(Beginning of Data for analysis)

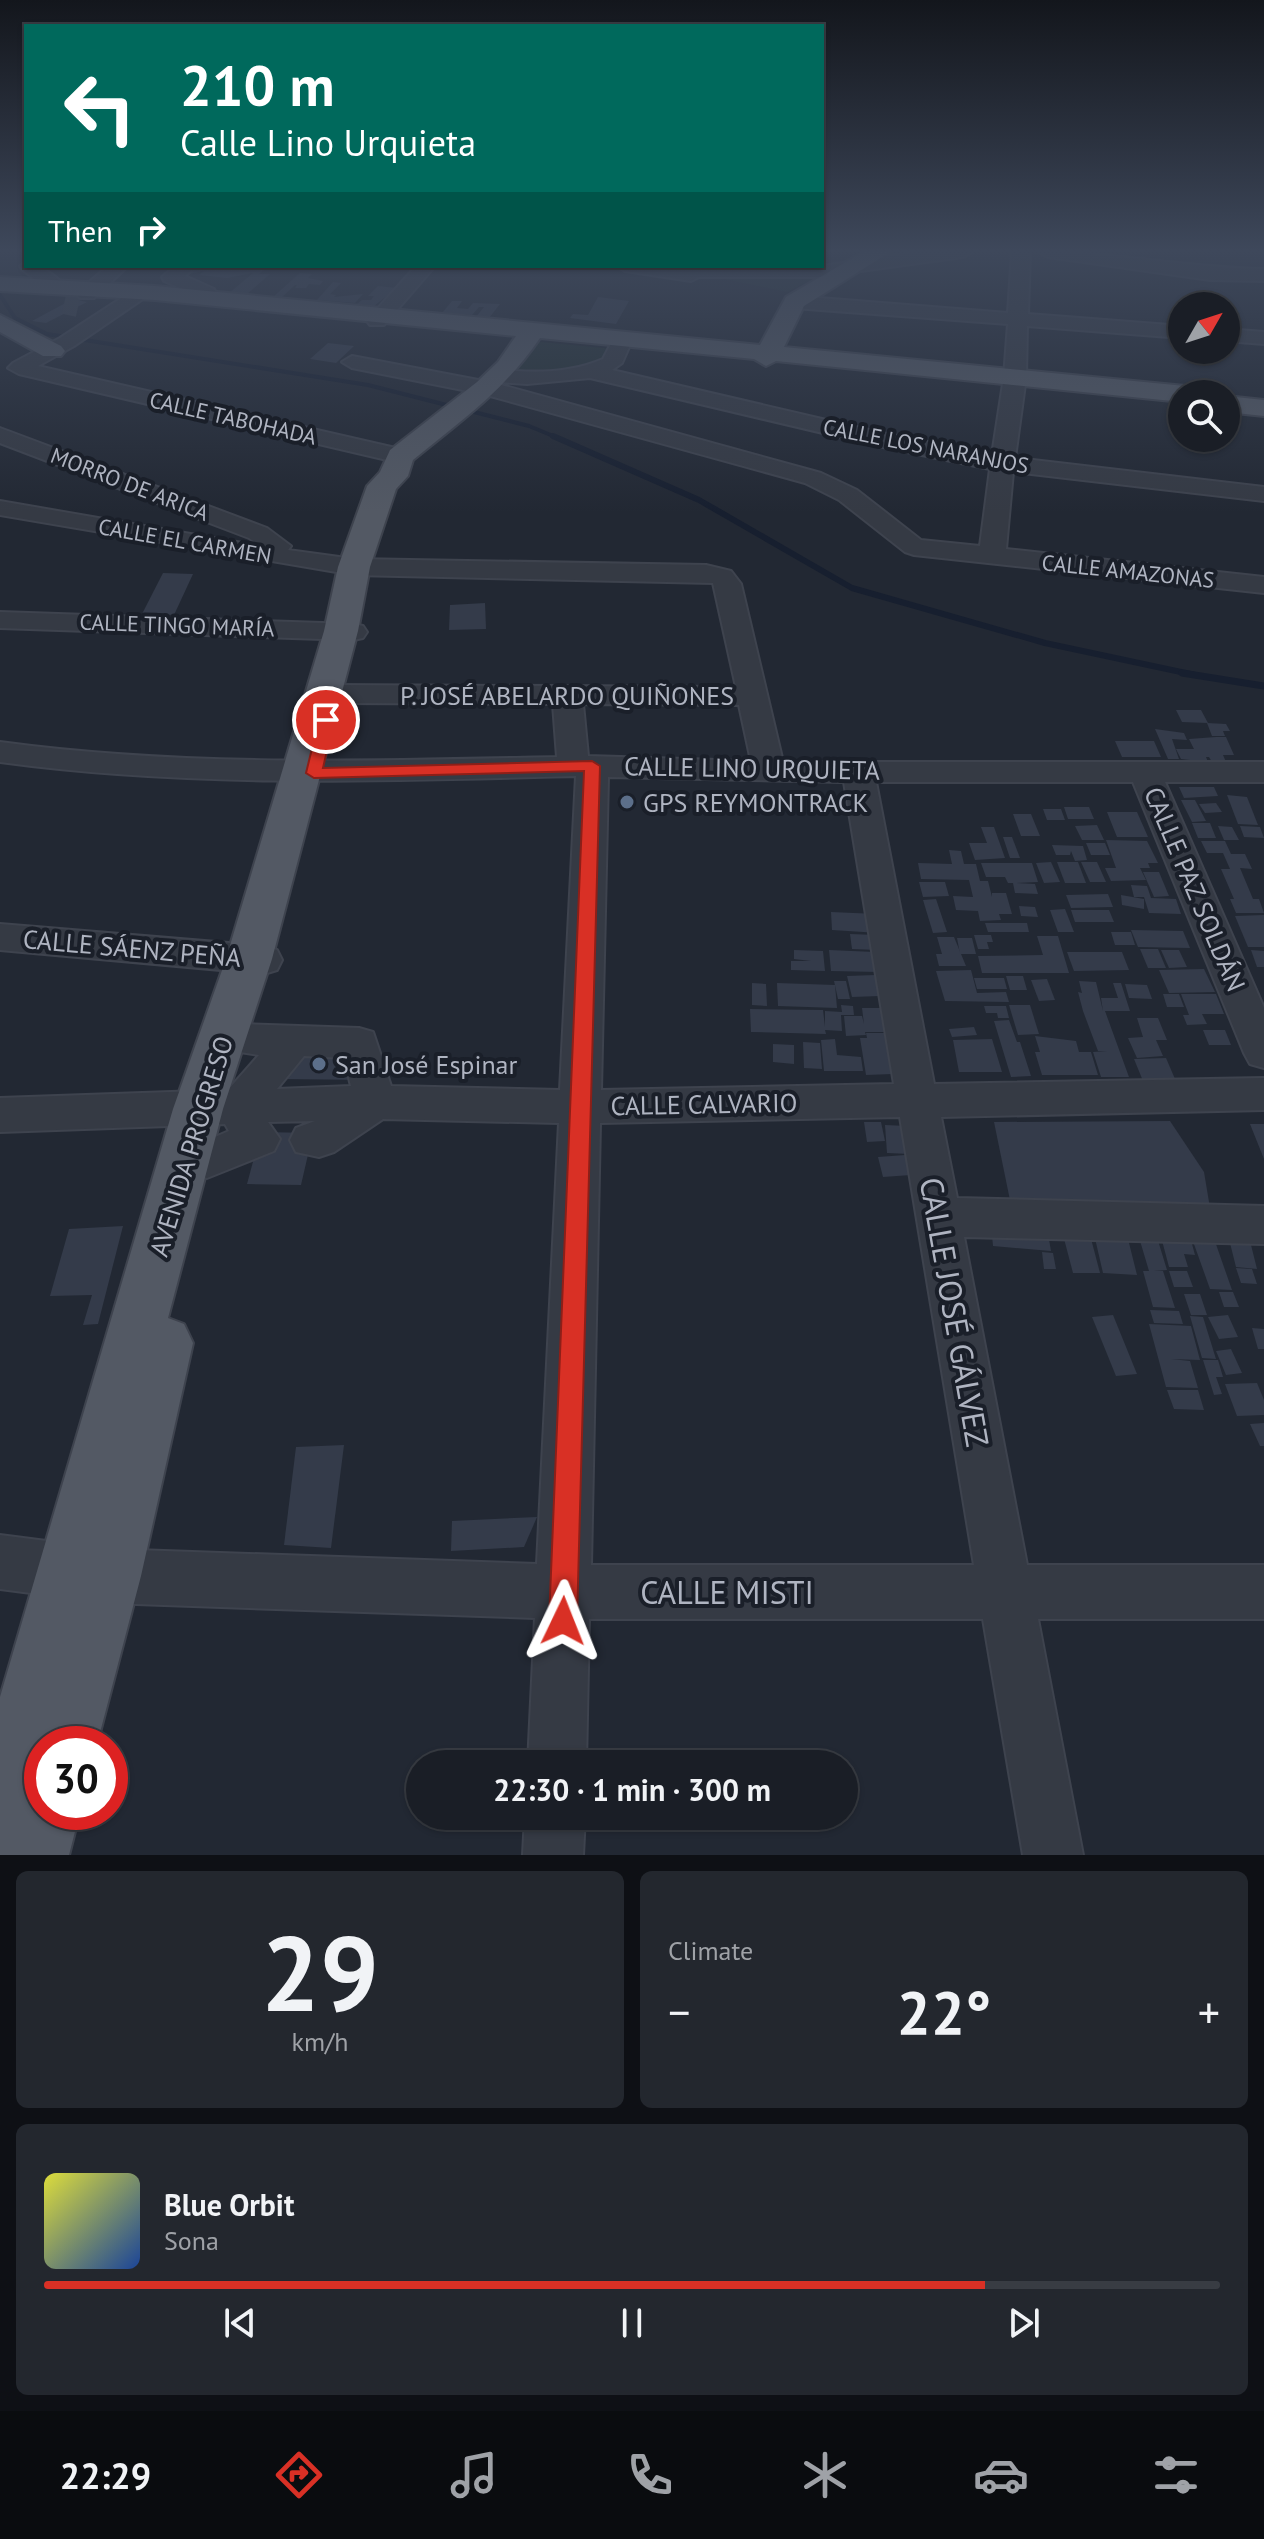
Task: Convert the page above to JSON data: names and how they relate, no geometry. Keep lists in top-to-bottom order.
{
  "streets": {
    "main road": ["AVENIDA PROGRESO"],
    "street": [
      "CALLE TABOHADA",
      "CALLE LOS NARANJOS",
      "MORRO DE ARICA",
      "CALLE EL CARMEN",
      "CALLE AMAZONAS",
      "CALLE TINGO MARÍA",
      "P. JOSÉ ABELARDO QUIÑONES",
      "CALLE LINO URQUIETA",
      "CALLE PAZ SOLDÁN",
      "CALLE SÁENZ PEÑA",
      "CALLE CALVARIO",
      "CALLE JOSÉ GÁLVEZ",
      "CALLE MISTI"
    ]
  },
  "crossings": [
    ["CALLE TABOHADA", "AVENIDA PROGRESO"],
    ["MORRO DE ARICA", "CALLE EL CARMEN"],
    ["CALLE EL CARMEN", "P. JOSÉ ABELARDO QUIÑONES"],
    ["CALLE EL CARMEN", "AVENIDA PROGRESO"],
    ["CALLE TINGO MARÍA", "AVENIDA PROGRESO"],
    ["P. JOSÉ ABELARDO QUIÑONES", "AVENIDA PROGRESO"],
    ["CALLE LINO URQUIETA", "CALLE PAZ SOLDÁN"],
    ["CALLE LINO URQUIETA", "AVENIDA PROGRESO"],
    ["CALLE LINO URQUIETA", "CALLE JOSÉ GÁLVEZ"],
    ["CALLE SÁENZ PEÑA", "AVENIDA PROGRESO"],
    ["CALLE CALVARIO", "AVENIDA PROGRESO"],
    ["CALLE CALVARIO", "CALLE JOSÉ GÁLVEZ"],
    ["AVENIDA PROGRESO", "CALLE MISTI"],
    ["CALLE JOSÉ GÁLVEZ", "CALLE MISTI"]
  ],
  "places": ["GPS REYMONTRACK", "San José Espinar"],
  "north": "top right",
  "page": {
    "turn": ["210 m", "Calle Lino Urquieta"],
    "then": "Then",
    "limit": "30",
    "trip": "22:30 · 1 min · 300 m",
    "tile": [
      ["29", "km/h"],
      "Climate"
    ],
    "heat": ["−", "22°", "+"],
    "song": ["Blue Orbit", "Sona"],
    "tabs": "22:29"
  }
}
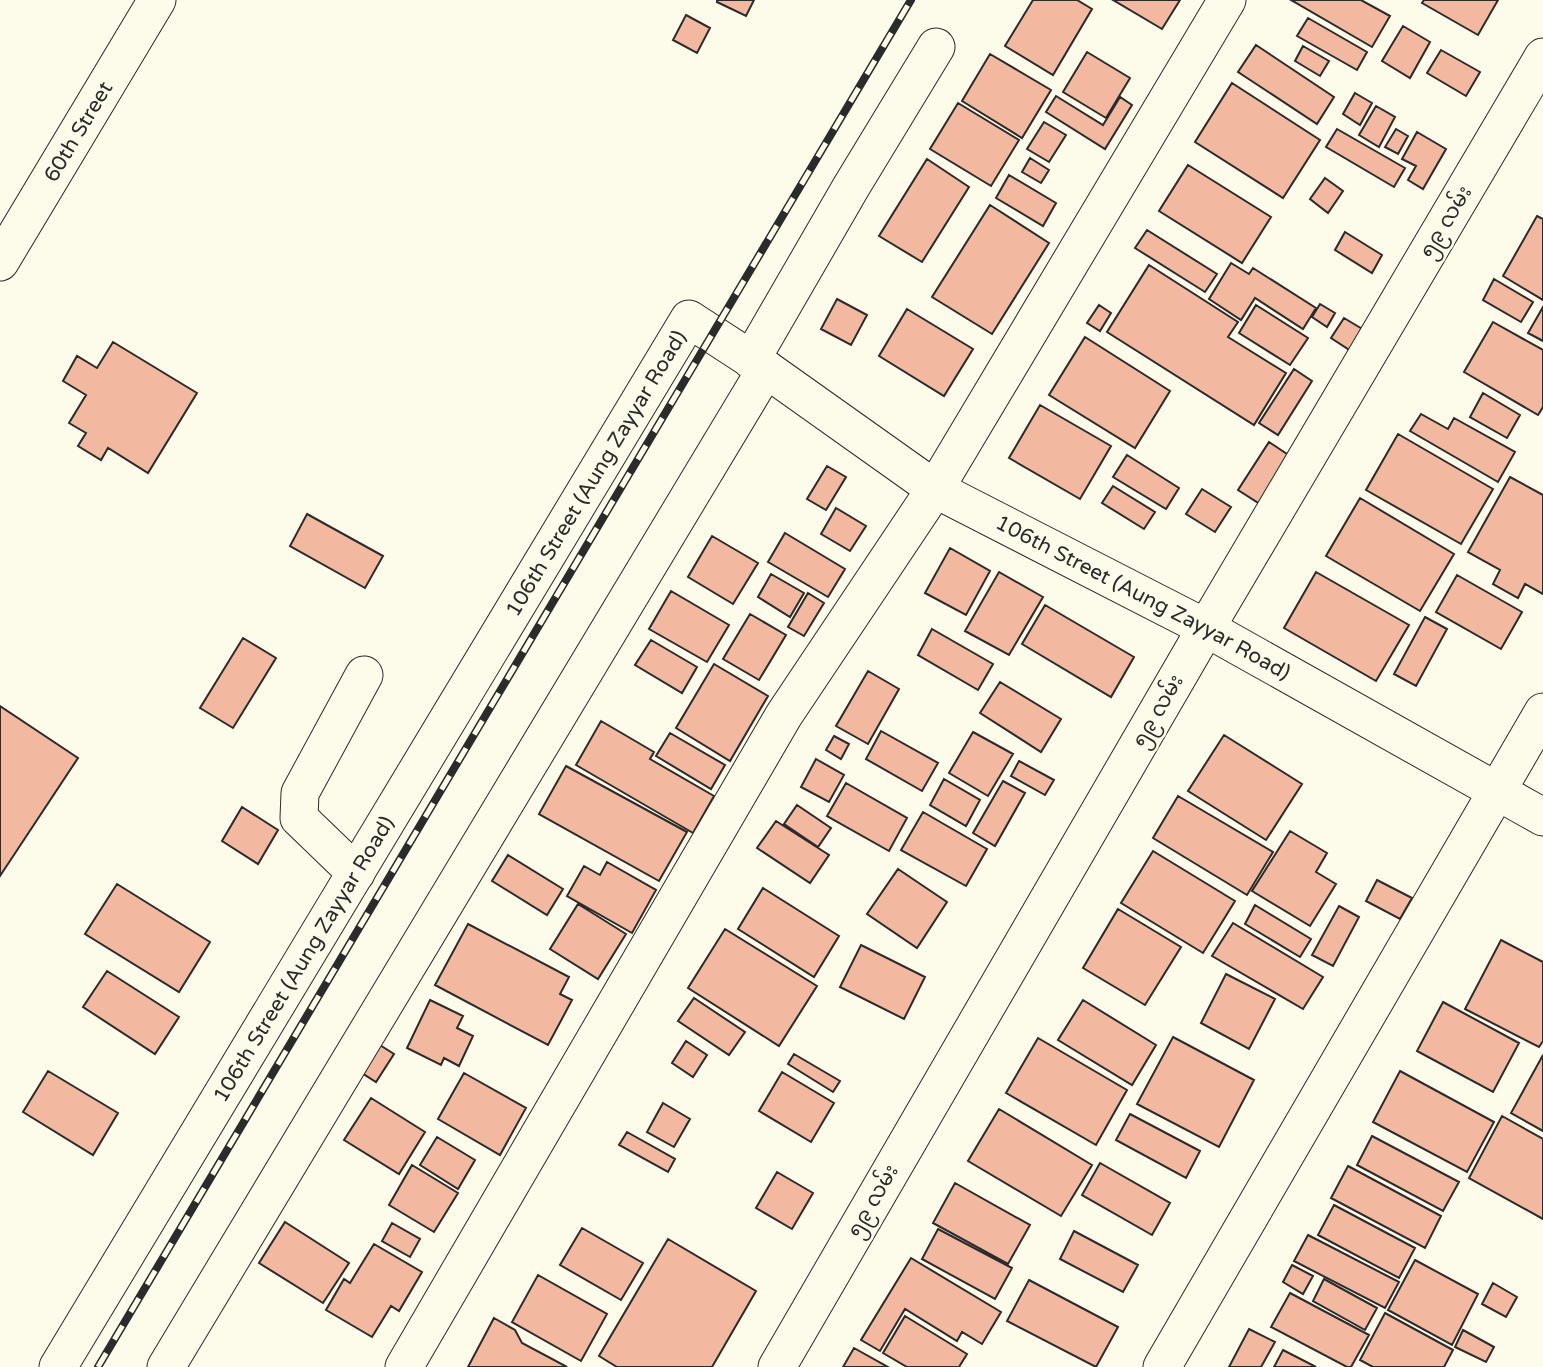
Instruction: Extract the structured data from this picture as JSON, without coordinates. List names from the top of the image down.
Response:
{
  "streets": {
    "street": ["60th Street", "၅၉ လမ်း", "106th Street (Aung Zayyar Road)"]
  },
  "crossings": [
    ["၅၉ လမ်း", "106th Street (Aung Zayyar Road)"]
  ]
}
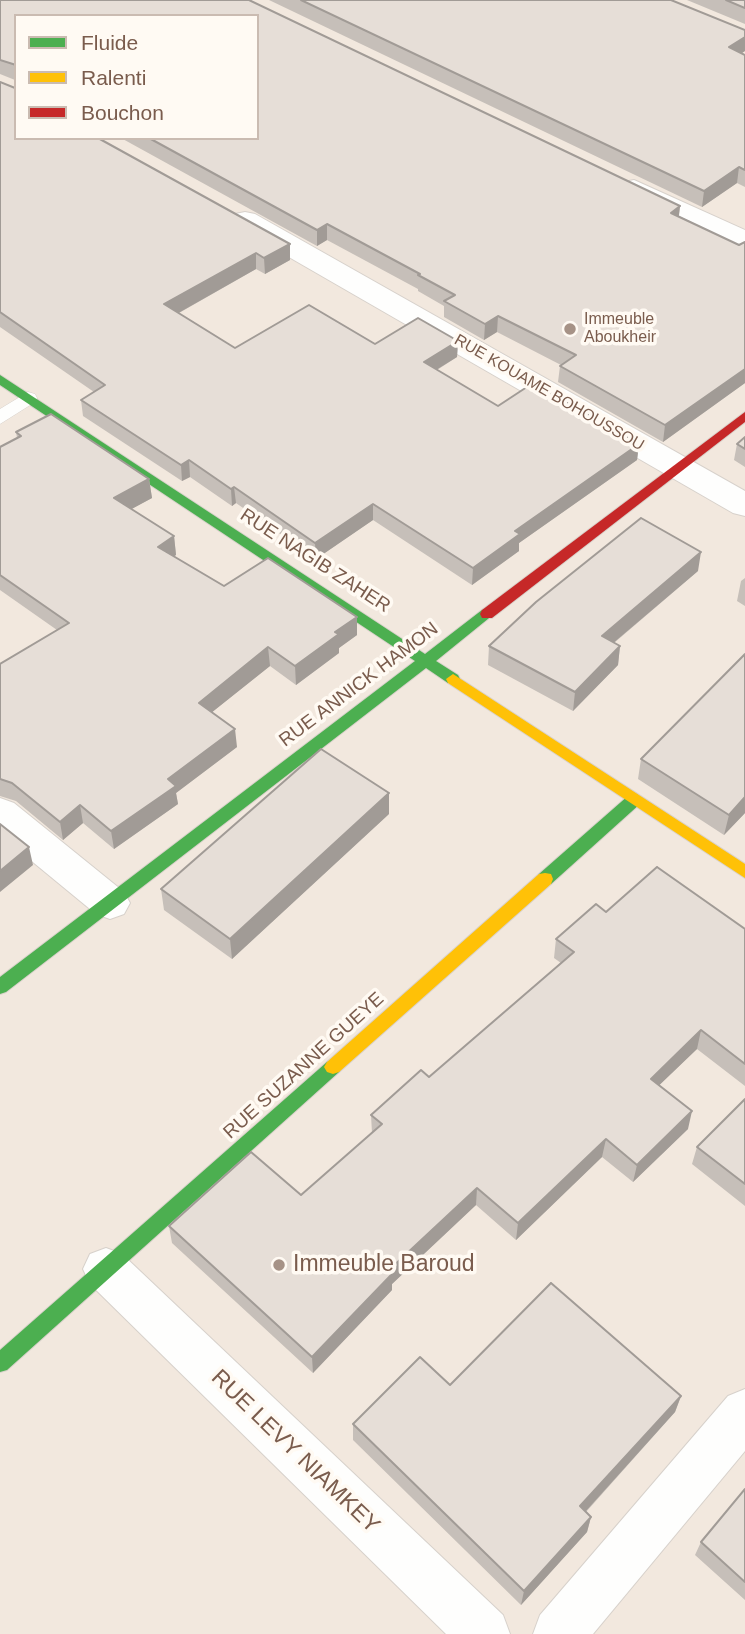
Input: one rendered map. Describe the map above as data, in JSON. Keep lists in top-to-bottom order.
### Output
{
  "streets": {
    "street": [
      "RUE KOUAME BOHOUSSOU",
      "RUE NAGIB ZAHER",
      "RUE ANNICK HAMON",
      "RUE SUZANNE GUEYE",
      "RUE LEVY NIAMKEY"
    ]
  },
  "crossings": [
    ["RUE KOUAME BOHOUSSOU", "RUE ANNICK HAMON"],
    ["RUE NAGIB ZAHER", "RUE ANNICK HAMON"],
    ["RUE NAGIB ZAHER", "RUE SUZANNE GUEYE"],
    ["RUE SUZANNE GUEYE", "RUE LEVY NIAMKEY"]
  ],
  "places": ["Immeuble Aboukheir", "Immeuble Baroud"],
  "legend": ["Fluide", "Ralenti", "Bouchon"]
}
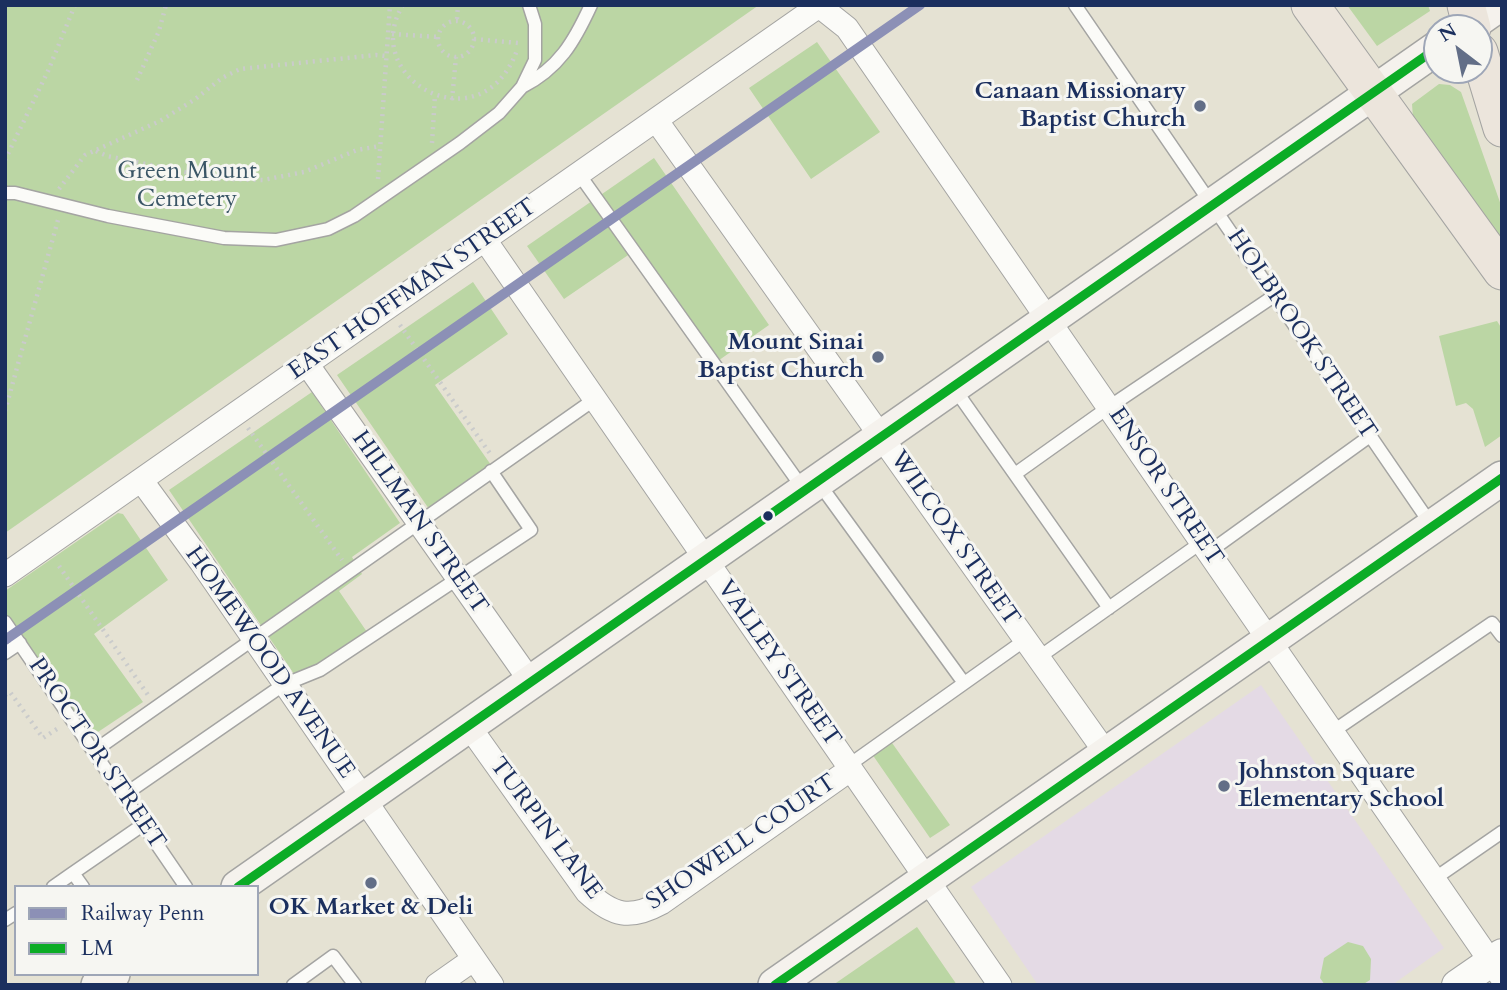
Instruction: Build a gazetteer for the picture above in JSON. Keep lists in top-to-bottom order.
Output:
{
  "streets": {
    "street": [
      "EAST HOFFMAN STREET",
      "ENSOR STREET",
      "HILLMAN STREET",
      "WILCOX STREET",
      "HOMEWOOD AVENUE",
      "VALLEY STREET",
      "TURPIN LANE",
      "SHOWELL COURT"
    ],
    "lane": ["HOLBROOK STREET", "PROCTOR STREET"]
  },
  "crossings": [
    ["EAST HOFFMAN STREET", "ENSOR STREET"],
    ["EAST HOFFMAN STREET", "HILLMAN STREET"],
    ["EAST HOFFMAN STREET", "WILCOX STREET"],
    ["EAST HOFFMAN STREET", "HOMEWOOD AVENUE"],
    ["EAST HOFFMAN STREET", "VALLEY STREET"],
    ["VALLEY STREET", "SHOWELL COURT"],
    ["TURPIN LANE", "SHOWELL COURT"]
  ],
  "parks": ["Green Mount Cemetery"],
  "places": [
    "Canaan Missionary Baptist Church",
    "Mount Sinai Baptist Church",
    "Johnston Square Elementary School",
    "OK Market & Deli"
  ],
  "lines": ["rail line Penn", "transit line LM"],
  "legend": ["Railway Penn", "LM"],
  "north": "top left"
}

(End of Data for analysis)

- **Assigned task**
Print, word for word, the lines above that run from the line containing "Instruction: Extract the" to the line containing "Instruction: Build a", both included. Keep the pictures out.

- **Result for this exercise**
Instruction: Extract the structured data from this picture as JSON, without coordinates. List names from the top of the image down.
Response:
{
  "streets": {
    "street": ["60th Street", "၅၉ လမ်း", "106th Street (Aung Zayyar Road)"]
  },
  "crossings": [
    ["၅၉ လမ်း", "106th Street (Aung Zayyar Road)"]
  ]
}
Input: one rendered map. Describe the map above as data, in JSON. Keep lists in top-to-bottom order.
### Output
{
  "streets": {
    "street": [
      "RUE KOUAME BOHOUSSOU",
      "RUE NAGIB ZAHER",
      "RUE ANNICK HAMON",
      "RUE SUZANNE GUEYE",
      "RUE LEVY NIAMKEY"
    ]
  },
  "crossings": [
    ["RUE KOUAME BOHOUSSOU", "RUE ANNICK HAMON"],
    ["RUE NAGIB ZAHER", "RUE ANNICK HAMON"],
    ["RUE NAGIB ZAHER", "RUE SUZANNE GUEYE"],
    ["RUE SUZANNE GUEYE", "RUE LEVY NIAMKEY"]
  ],
  "places": ["Immeuble Aboukheir", "Immeuble Baroud"],
  "legend": ["Fluide", "Ralenti", "Bouchon"]
}
Instruction: Build a gazetteer for the picture above in JSON. Keep lists in top-to-bottom order.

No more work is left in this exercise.